Proof. Denote by \(F_Y\) the cdf of the random variable \(Y = F^{-1}(U)\). Then, \[ F_Y(y) = P(F^{-1}(U)\leq x) = P(F(F^{-1}(U))\leq F(y))=P(U\leq F(y)).\] But for any \(u\in[0,1]\), we know that \(P(U\leq u)=u\), since \(U\sim U(0,1)\). Hence, \[ F_Y(x) = P(U\leq F(y))=F(y)\] Hence, the random variable \(Y = F^{-1}(U)\) has the cdf \(F\), as desired.
26.2.2 More general case using the quantile
By using the more general definition of the quantile function \[F^{-1}(y) = \inf\{x\in\mathbb{R}: F(x)\geq y\}\] one can show the following generalization:
Theorem 26.1 Let \(F\) be any cumulative distribution function of some random variable \(X\) and \(U\sim U(0,1)\). Then the random variable \(F^{-1}(U)\) has cdf \(F\).
- No matter what cdf \(F\) (discrete or continuous), we can sample observations as follows:
- Sample \(U\sim U(0,1)\) (eg via )
- Return \(X=F^{-1}(U)\).
- Repeating this \(n\) times independently gives \(n\) realizations from \(F\).
26.3 Normal/Gaussian distribution
Gaussian distribution is named as Gauss, and is perhaps one of the most important distribution, if not the most important one.

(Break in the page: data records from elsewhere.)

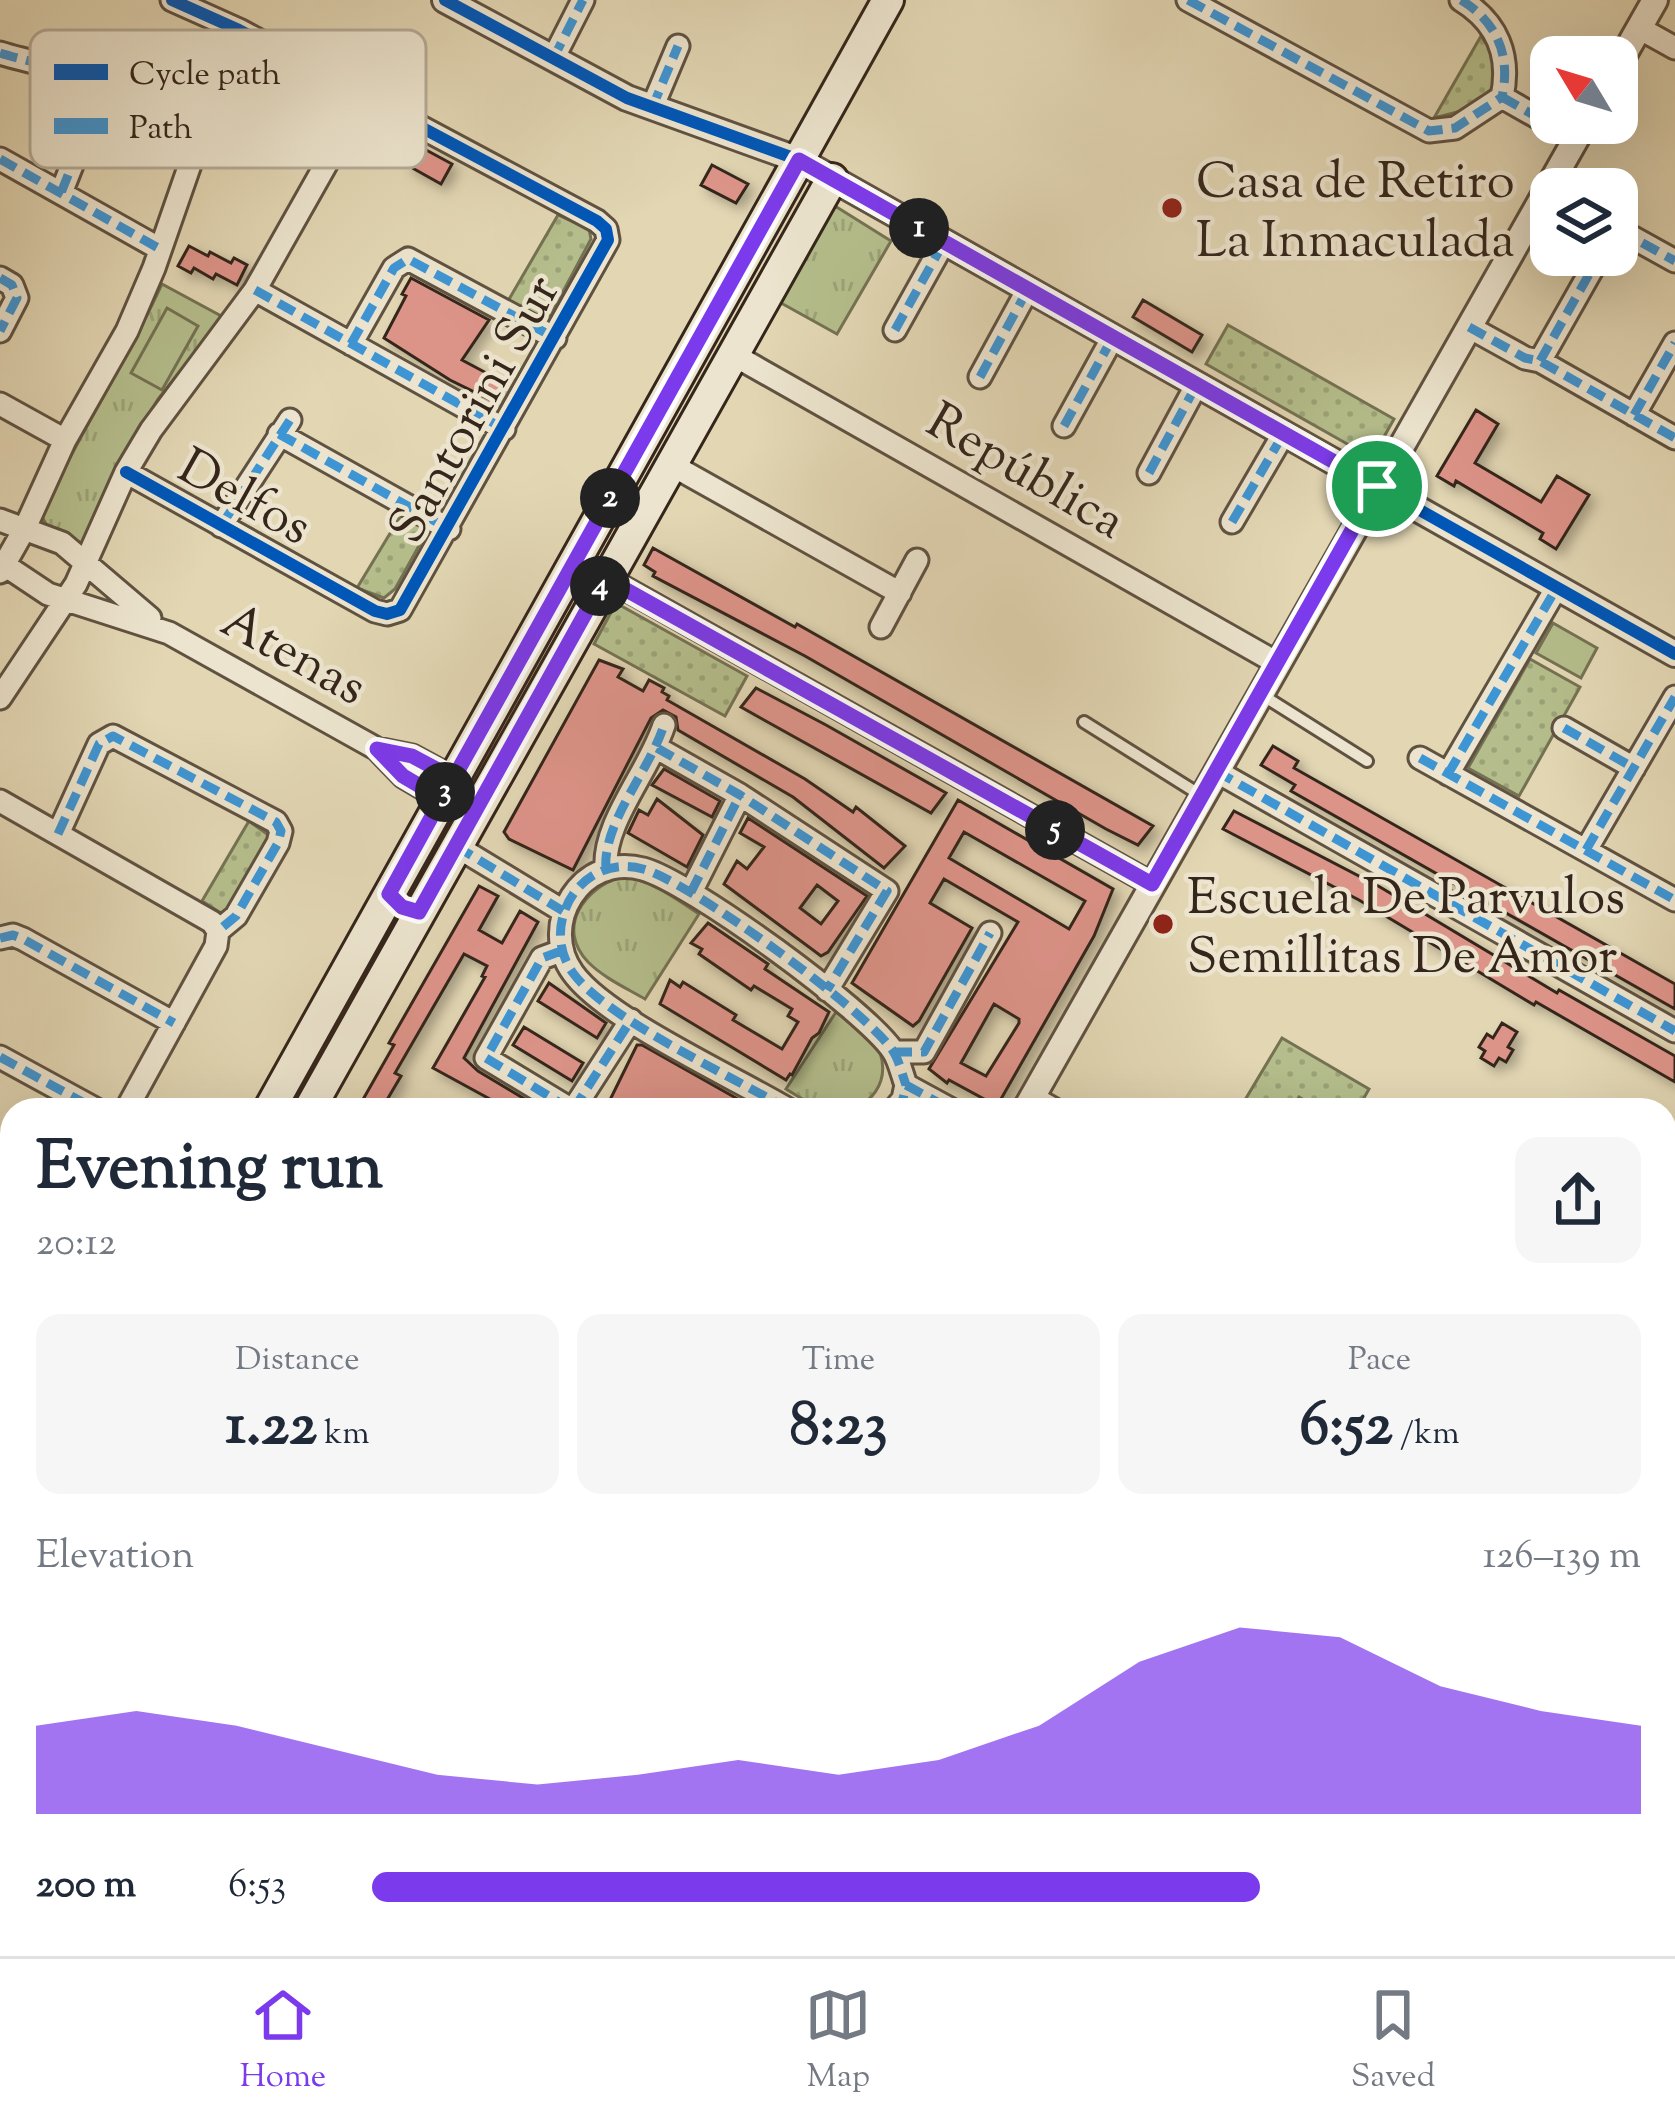 <!DOCTYPE html>
<meta charset="utf-8">
<style>
:root{--surface:#fff;--page:#f6f6f7;--text:#1f2937;--muted:#747a83;--line:#e0e1e3;--accent:#7c3aed}
body{margin:0;font-family:"Sorts Mill Goudy",serif;background:var(--page);color:var(--text);height:100vh;display:flex;flex-direction:column;font-size:45px;white-space:nowrap}
*{box-sizing:border-box;margin:0}
p{font-size:39px;color:var(--muted)}
.icon{flex:none;width:66px;height:66px;fill:none;stroke:currentColor;stroke-width:2;stroke-linecap:round;stroke-linejoin:round}
.map{position:relative;flex:1;overflow:hidden}
.sheet{position:absolute;left:0px;top:1098px;width:1677px;height:858px;display:flex;flex-direction:column;background:var(--surface);border-radius:36px 36px 0 0;box-shadow:0 12px 48px #0002}
.sheet>*{flex:none}
.needle{width:78px;rotate:308deg}
.controls{position:absolute;left:1530px;top:36px;display:grid;gap:24px}
.controls a{display:grid;place-items:center;width:108px;height:108px;border-radius:24px;background:var(--surface);box-shadow:0 12px 48px #0002;font-size:60px}
.pin{position:absolute;display:grid;place-items:center;width:102px;height:102px;color:#fff;margin:-51px;border:6px solid #fff;border-radius:50%;box-shadow:0 3px 12px #0007}
.km{position:absolute;width:60px;height:60px;margin:-30px;border-radius:50%;background:#222;color:#fff;font-size:33px;line-height:60px;text-align:center}
.round{display:grid;place-items:center;flex:none;width:126px;height:126px;border-radius:24px;background:var(--page)}
.headline{display:flex;align-items:center;justify-content:space-between;height:204px;padding:0 36px}
h1{font-size:66px;font-weight:700;line-height:90px}
.figures{display:grid;grid-template-columns:repeat(3,1fr);gap:18px;height:204px;padding:12px 36px}
.figures div{display:grid;align-content:center;border-radius:24px;background:var(--page);text-align:center}
.figures b{font-size:60px;font-weight:700}
.figures small{font-size:33px;font-weight:400}
.figures p{font-size:33px}
.chart{height:336px;padding:24px 36px}
.chart p{display:flex;justify-content:space-between}
.chart svg{width:100%;height:216px;margin-top:12px;fill:var(--accent);opacity:.7}
ul{padding:0 36px;list-style:none;font-size:39px}
li{display:grid;grid-template-columns:192px 144px 1fr;align-items:center;height:90px}
li i{height:30px;border-radius:15px;background:var(--accent)}
.tab-bar{display:flex;justify-content:space-around;align-items:center;height:168px;border-top:3px solid var(--line);background:var(--surface);font-size:33px;color:var(--muted)}
.tab-bar a{display:grid;justify-items:center;gap:6px}
.tab-bar .on{color:var(--accent)}
.map>svg:first-child{display:block}
</style>
<div class="map">
<svg width="1675" height="1956" viewBox="0 0 1675 1956">
<defs>
<pattern id="grass-dots" width="8" height="8" patternUnits="userSpaceOnUse" patternTransform="scale(3)"><rect width="8" height="8" fill="#b4bd8b"/><path d="M2 2h.1M6 6h.1" fill="none" stroke="#9ba277" stroke-width="1.8" stroke-linecap="round"/></pattern>
<pattern id="park-tufts" width="24" height="20" patternUnits="userSpaceOnUse" patternTransform="scale(3)"><rect width="24" height="20" fill="#b4bd8b"/><path d="M3 7l-1-3M5 7V3M7 7l1-3M15 17l-1-3M17 17v-4M19 17l1-3" fill="none" stroke="#9ba277"/></pattern>
<filter id="shadow"><feDropShadow dx="6" dy="6" stdDeviation="6" flood-color="#0004"/></filter>
</defs>
<rect width="100%" height="100%" fill="#e2d6b3"/>
<filter id="stains"><feTurbulence type="fractalNoise" baseFrequency=".00167" numOctaves="4"/><feColorMatrix values="0 0 0 0 .2 0 0 0 0 .09 0 0 0 0 .02 0 0 0 .5 -.17"/></filter>
<radialGradient id="worn" r=".72"><stop offset=".6" stop-color="#630" stop-opacity="0"/><stop offset="1" stop-color="#630" stop-opacity=".3"/></radialGradient>
<path fill="url(#grass-dots)" stroke="#747253" stroke-width="3" d="M1481,36L1494,54L1496,85L1469,109L1434,118Z
M558,215L589,229L591,239L548,320L508,301Z
M1228,325L1394,419L1372,458L1206,364Z
M403,512L430,526L395,589L384,598L357,588Z
M616,603L747,676L725,716L594,644Z
M1530,659L1580,687L1519,796L1468,768Z
M249,821L267,834L271,841L234,912L224,915L202,901Z
M1282,1038L1369,1089L1357,1110H1321L1299,1097L1290,1110H1239Z"/>
<path fill="url(#park-tufts)" stroke="#747253" stroke-width="3" d="M835,206L891,241L837,334L781,303Z
M162,284L223,317L158,399L118,465L88,537L81,543L46,524L41,515C78,435 126,363 162,284Z
M622,876C652,881 674,897 699,914L645,999C626,988 604,978 588,962C555,927 585,888 622,876Z
M836,1012C849,1021 864,1029 874,1042C898,1076 869,1117 830,1110C814,1107 799,1097 786,1089Z"/>
<path fill="#b4bd8b" stroke="#747253" stroke-width="3" d="M167,308L198,326L162,390L131,373Z
M1553,623L1597,648L1581,678L1536,653Z"/>
<path fill="#dc9388" stroke="#35261b" stroke-width="3" fill-rule="evenodd" filter="url(#shadow)" d="M417,145L452,164L441,184L407,165Z
M712,165L748,184L736,203L701,185Z
M189,246L208,256L210,252L231,263L234,258L247,265L237,285L216,274L213,279L194,268L191,273L178,266Z
M411,278L489,320L462,360L507,384L497,403L450,380L384,338L406,296L402,294Z
M1143,300L1202,335L1192,352L1133,317Z
M1476,410L1498,424L1475,463L1541,502L1557,476L1589,495L1556,549L1540,539L1543,533L1456,481L1454,486L1437,476Z
M653,548L795,627L797,624L1153,826L1138,845L1106,829L805,656L653,576L655,572L644,565Z
M599,660L623,669L618,677L643,691L649,680L664,688L662,692L669,696L667,700L805,779L853,812L856,807L905,846L884,868L793,797L678,730L676,717L663,710L651,718L573,870L509,839L504,832Z
M756,688L826,725L946,793L931,813L764,720L741,707Z
M1273,746L1298,761L1294,768L1675,984V1009L1291,791L1295,785L1261,765Z
M664,769L720,801L712,817L652,785Z
M657,799L703,835L687,867L628,833L639,810L648,815Z
M958,800L1113,889L1094,936L997,1106L949,1080L947,1083L929,1069L1018,922L944,879L930,903L972,928L919,1021L913,1026L852,983ZM964,832L1085,901L1069,929L949,858ZM994,1004L1019,1019V1023L986,1076L961,1063Z
M1234,811L1380,887L1557,993L1559,990L1675,1056V1082L1536,1002L1534,1005L1359,900L1223,829Z
M748,818L867,896L828,952L821,956L724,884L737,861L747,869L764,847L740,833ZM817,885L838,901L821,924L800,908Z
M479,886L498,896L479,930L502,943L520,911L538,922L464,1058L478,1071L543,1110H510L433,1068L485,977L482,976L487,966L464,954L395,1073L401,1076L381,1110H357L394,1045L389,1043Z
M708,923L768,964L765,969L829,1012L819,1033L812,1038L792,1075L790,1074L786,1080L660,1004L670,980L680,987L683,982L736,1015L733,1020L782,1049L798,1022L788,1016L792,1009L754,986L751,990L699,954L702,949L691,943Z
M549,983L606,1023L597,1038L538,1001Z
M1502,1023L1517,1032L1508,1047L1513,1050L1506,1062L1499,1058L1494,1066L1481,1058L1485,1051L1479,1047L1487,1034L1493,1038Z
M524,1027L583,1063L572,1081L513,1045Z
M637,1045H642L743,1102L738,1110H605Z"/>
<g fill="none" stroke-linecap="round" stroke-linejoin="round">
<g stroke="#605241" stroke-width="16">
<path id="service" d="M1262,695L1367,761
M1084,722L1202,796"/>
</g>
<g stroke="#605241" stroke-width="27">
<path id="minor" d="M1188,0L1429,131L1455,128L1502,97
M1461,0C1497,22 1511,55 1502,97
M1639,28L1675,48
M0,53C30,63 93,70 95,107L61,193
M553,59L583,0
M1502,97L1576,139
M652,108L678,46
M0,159L160,249
M1617,215L1622,205
M1617,234L1630,236L1675,261
M0,278L12,285L17,298L0,331
M255,290L504,429
M1469,327L1525,358L1540,361L1675,438
M895,330L944,242
M351,344L394,268L408,259L555,338
M732,354L1277,663
M1540,361L1600,255
M980,377L1028,289
M0,404L65,440
M1634,415L1675,343
M1064,426L1113,337
M279,434L449,529
M670,464L900,593
M126,472L375,611L387,614L400,610L608,240L606,229L597,221L239,30L172,0
M1149,473L1197,384
M0,520L62,543L150,618
M1232,522L1284,433
M221,526L290,420
M0,562L48,594L169,633L377,749L403,776L442,799
M0,572L25,528L65,440L127,331L154,268L194,153L254,38
M605,577L1152,884
M881,627L917,560
M0,698L76,584L126,472L151,430L255,290L364,97
M1564,728L1634,768
M657,748L740,795L887,891L827,990
M377,749L412,756L453,778
M1420,758L1675,900
M1216,771L1675,1031
M1448,774L1557,587
M0,801L212,922L218,931
M58,834L99,744L113,736L276,822L281,831L278,843L236,916L218,931
M456,846L563,911
M1586,850L1675,697
M606,870C602,823 649,772 664,725
M691,892L740,795
M0,938L13,935L23,939L174,1023
M561,951L542,958L486,1058L572,1110
M894,1052H924L990,933
M0,1057L97,1110
M906,1085L952,1110
M1032,1097L1055,1110
M126,1110L216,946L218,931
M573,1110L631,1020
M789,1110C736,1078 606,1019 573,973C538,925 581,852 643,869C689,881 867,1011 893,1051C899,1060 902,1074 906,1085
M894,1110L903,1099L906,1085
M0,1184L12,1191
M1665,1320L1675,1325
M0,1560L12,1545
M0,1610L12,1598
M1665,1746L1675,1728
M1665,1800L1675,1805
M1545,1956L1552,1944"/>
</g>
<g stroke="#605241" stroke-width="30">
<path id="tertiary" d="M445,0L627,98L799,160L1675,654
M1617,67L1655,0
M1025,1110L1585,123"/>
</g>
<g stroke="#35261b" stroke-width="36">
<path id="secondary" d="M269,1110L888,0
M309,1110L832,179
M0,1329L12,1336
M0,1393L12,1400
M1294,1944L1316,1956
M1411,1944L1433,1956"/>
</g>
<g stroke="#35261b" stroke-width="39">
<path id="primary" d="M1665,1377L1675,1359
M1665,1473L1675,1456
M1359,1956L1366,1944
M1387,1956L1394,1944"/>
</g>
<use href="#service" stroke="#ece4ce" stroke-width="10"/>
<use href="#minor" stroke="#ece4ce" stroke-width="21"/>
<use href="#tertiary" stroke="#ece4ce" stroke-width="24"/>
<use href="#secondary" stroke="#ece4ce" stroke-width="30"/>
<use href="#primary" stroke="#e1bb7a" stroke-width="33"/>
<path stroke="#3e95d4" stroke-width="9" stroke-dasharray="18 9" stroke-linecap="butt" d="M1188,0L1429,131L1455,128L1502,97
M1461,0C1497,22 1511,55 1502,97
M0,53C30,63 93,70 95,107L61,193
M553,59L583,0
M1502,97L1576,139
M652,108L678,46
M0,159L160,249
M1617,215L1622,205
M1617,234L1630,236L1675,261
M0,278L12,285L17,298L0,331
M255,290L504,429
M1469,327L1525,358L1540,361L1675,438
M895,330L944,242
M351,344L394,268L408,259L555,338
M1540,361L1600,255
M980,377L1028,289
M1634,415L1675,343
M1064,426L1113,337
M279,434L449,529
M1149,473L1197,384
M1232,522L1284,433
M221,526L290,420
M1564,728L1634,768
M657,748L740,795L887,891L827,990
M1420,758L1675,900
M1216,771L1675,1031
M1448,774L1557,587
M58,834L99,744L113,736L276,822L281,831L278,843L236,916L218,931
M456,846L563,911
M1586,850L1675,697
M606,870C602,823 649,772 664,725
M691,892L740,795
M0,938L13,935L23,939L174,1023
M561,951L542,958L486,1058L572,1110
M894,1052H924L990,933
M0,1057L97,1110
M906,1085L952,1110
M573,1110L631,1020
M789,1110C736,1078 606,1019 573,973C538,925 581,852 643,869C689,881 867,1011 893,1051C899,1060 902,1074 906,1085
M894,1110L903,1099L906,1085
M0,1655L12,1641
M1665,1746L1675,1728
M0,1757L12,1765
M1665,1800L1675,1805
M302,1944L321,1956
M1205,1944L1232,1956
M1545,1956L1552,1944"/>
<g stroke="#ece4ce" stroke-width="20">
<path id="cycleway" d="M445,0L627,98L799,160L1675,654
M126,472L375,611L387,614L400,610L608,240L606,229L597,221L239,30L172,0"/>
</g>
<use href="#cycleway" stroke="#0057b8" stroke-width="12"/>
</g>
<g fill="none" stroke-linecap="round" stroke-linejoin="round">
<g stroke="#fff" stroke-width="24">
<path id="route" d="M1377,486L799,160L442,799L403,776L377,749L412,756L453,778L389,894L402,907L419,912L605,578L1152,884L1377,486"/>
</g>
<use href="#route" stroke="#7c3aed" stroke-width="15"/>
</g>
<g fill="#8f2418" stroke="#ece4ce" stroke-width="4.5">
<circle cx="1172" cy="208" r="12"/>
<circle cx="1163" cy="924" r="12"/>
</g>
<g text-anchor="middle" stroke-width="9" stroke-linejoin="round" paint-order="stroke">
<g font-size="51" fill="#35261b" stroke="#ece4ce" text-anchor="start">
<text x="1196" y="197">Casa de Retiro<tspan x="1196" dy="59">La Inmaculada</tspan></text>
<text x="1187" y="913">Escuela De Parvulos<tspan x="1187" dy="59">Semillitas De Amor</tspan></text>
</g>
<g font-size="51" fill="#35261b" stroke="#ece4ce">
<text transform="translate(472 408) rotate(-61)" y="18">Santorini Sur</text>
<text transform="translate(1027 469) rotate(30)" y="18">República</text>
<text transform="translate(246 495) rotate(29)" y="18">Delfos</text>
<text transform="translate(295 652) rotate(29)" y="18">Atenas</text>
</g>
</g>
<rect x="30" y="30" width="396" height="138" rx="18" fill="#ece4ce" stroke="#b5ab98" stroke-width="3"/>
<rect x="54" y="64" width="54" height="16" fill="#0057b8"/>
<rect x="54" y="118" width="54" height="16" fill="#3e95d4"/>
<g font-size="33" fill="#35261b">
<text x="129" y="84">Cycle path</text>
<text x="129" y="138">Path</text>
</g>
<rect width="100%" height="100%" filter="url(#stains)"/>
<rect width="100%" height="100%" fill="url(#worn)"/>
</svg>
<div class="controls">
<a><svg class="needle" viewBox="-14 -14 28 28"><path d="M0-13l5 13h-10z" fill="#e53935"/><path d="M0 13l5-13h-10z" fill="#747a83"/></svg></a>
<a><svg class="icon" aria-label="layers" viewBox="0 0 24 24"><path d="M12 4l9 5-9 5-9-5zM3 14l9 5 9-5"/></svg></a>
</div>
<div class="pin" style="left:1377px;top:486px;background:#1e9e55"><svg class="icon" aria-label="arrive" viewBox="0 0 24 24"><path d="M6 21V4h12l-3 4 3 4H6"/></svg></div>
<b class="km" style="left:919px;top:228px">1</b>
<b class="km" style="left:610px;top:498px">2</b>
<b class="km" style="left:445px;top:792px">3</b>
<b class="km" style="left:600px;top:586px">4</b>
<b class="km" style="left:1055px;top:830px">5</b>
<section class="sheet">
<div class="headline"><div><h1>Evening run</h1><p>20:12</p></div><a class="round"><svg class="icon" aria-label="share" viewBox="0 0 24 24"><path d="M12 15V3M7 8l5-5 5 5M5 13v7h14v-7"/></svg></a></div>
<div class="figures">
<div><p>Distance</p><b>1.22<small> km</small></b></div>
<div><p>Time</p><b>8:23</b></div>
<div><p>Pace</p><b>6:52<small> /km</small></b></div>
</div>
<div class="chart"><p><span>Elevation</span>126–139 m</p>
<svg viewBox="0 0 160 44" preserveAspectRatio="none"><path d="M0 44V26L10 23L20 26L30 31L40 36L50 38L60 36L70 33L80 36L90 33L100 26L110 13L120 6L130 8L140 18L150 23L160 26V44z"/></svg>
</div>
<ul>
<li><b>200 m</b>6:53<i style="width:70%"></i></li>
</ul>
</section>
</div>
<nav class="tab-bar">
<a class="on"><svg class="icon" aria-label="home" viewBox="0 0 24 24"><path d="M3 11l9-7 9 7M6 9v11h12V9"/></svg>Home</a>
<a><svg class="icon" aria-label="map" viewBox="0 0 24 24"><path d="M3 6l6-2 6 2 6-2v14l-6 2-6-2-6 2zM9 4v14M15 6v14"/></svg>Map</a>
<a><svg class="icon" aria-label="saved" viewBox="0 0 24 24"><path d="M7 4h10v16l-5-4-5 4z"/></svg>Saved</a>
</nav>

Definition 26.1 \(X\) is said to have a (or Gaussian distribution) with mean \(\mu\) and variance \(\sigma^2\) if the density of \(X\) is \[ f(x) = \frac{1}{\sqrt{2\pi \sigma^2}} e^{\frac{-(x-\mu)^2}{2\sigma^2}}, \;\;\; x\in {\mathbb R}. \] We denote it by \(X\sim N(\mu,\sigma^2)\).
26.3.1 Properties of Gaussian distribution
1/ Symmetric about its mean: If \(X \sim N(\mu, \sigma^2)\)
\[ P( X \le \mu - t) = P(X \ge \mu + t). \] 2. Density is unimodal: Peak is at \(\mu\).
Mean and Variance are the parameters: \[E(X)= \mu\] and \[Var(X)=\sigma^2.\]
\(N(\mu, \sigma^2)\) is sometimes (STAT 231) also parametrised as Gaussian distribution using \(\sigma\) instead of \(\sigma^2\), where \[ X \sim G(\mu, \sigma). \] That is, \(X\sim N(1, 4)\) and \(X\sim G(1, 2)\) mean the same thing.
Median = mean = mode = first moment.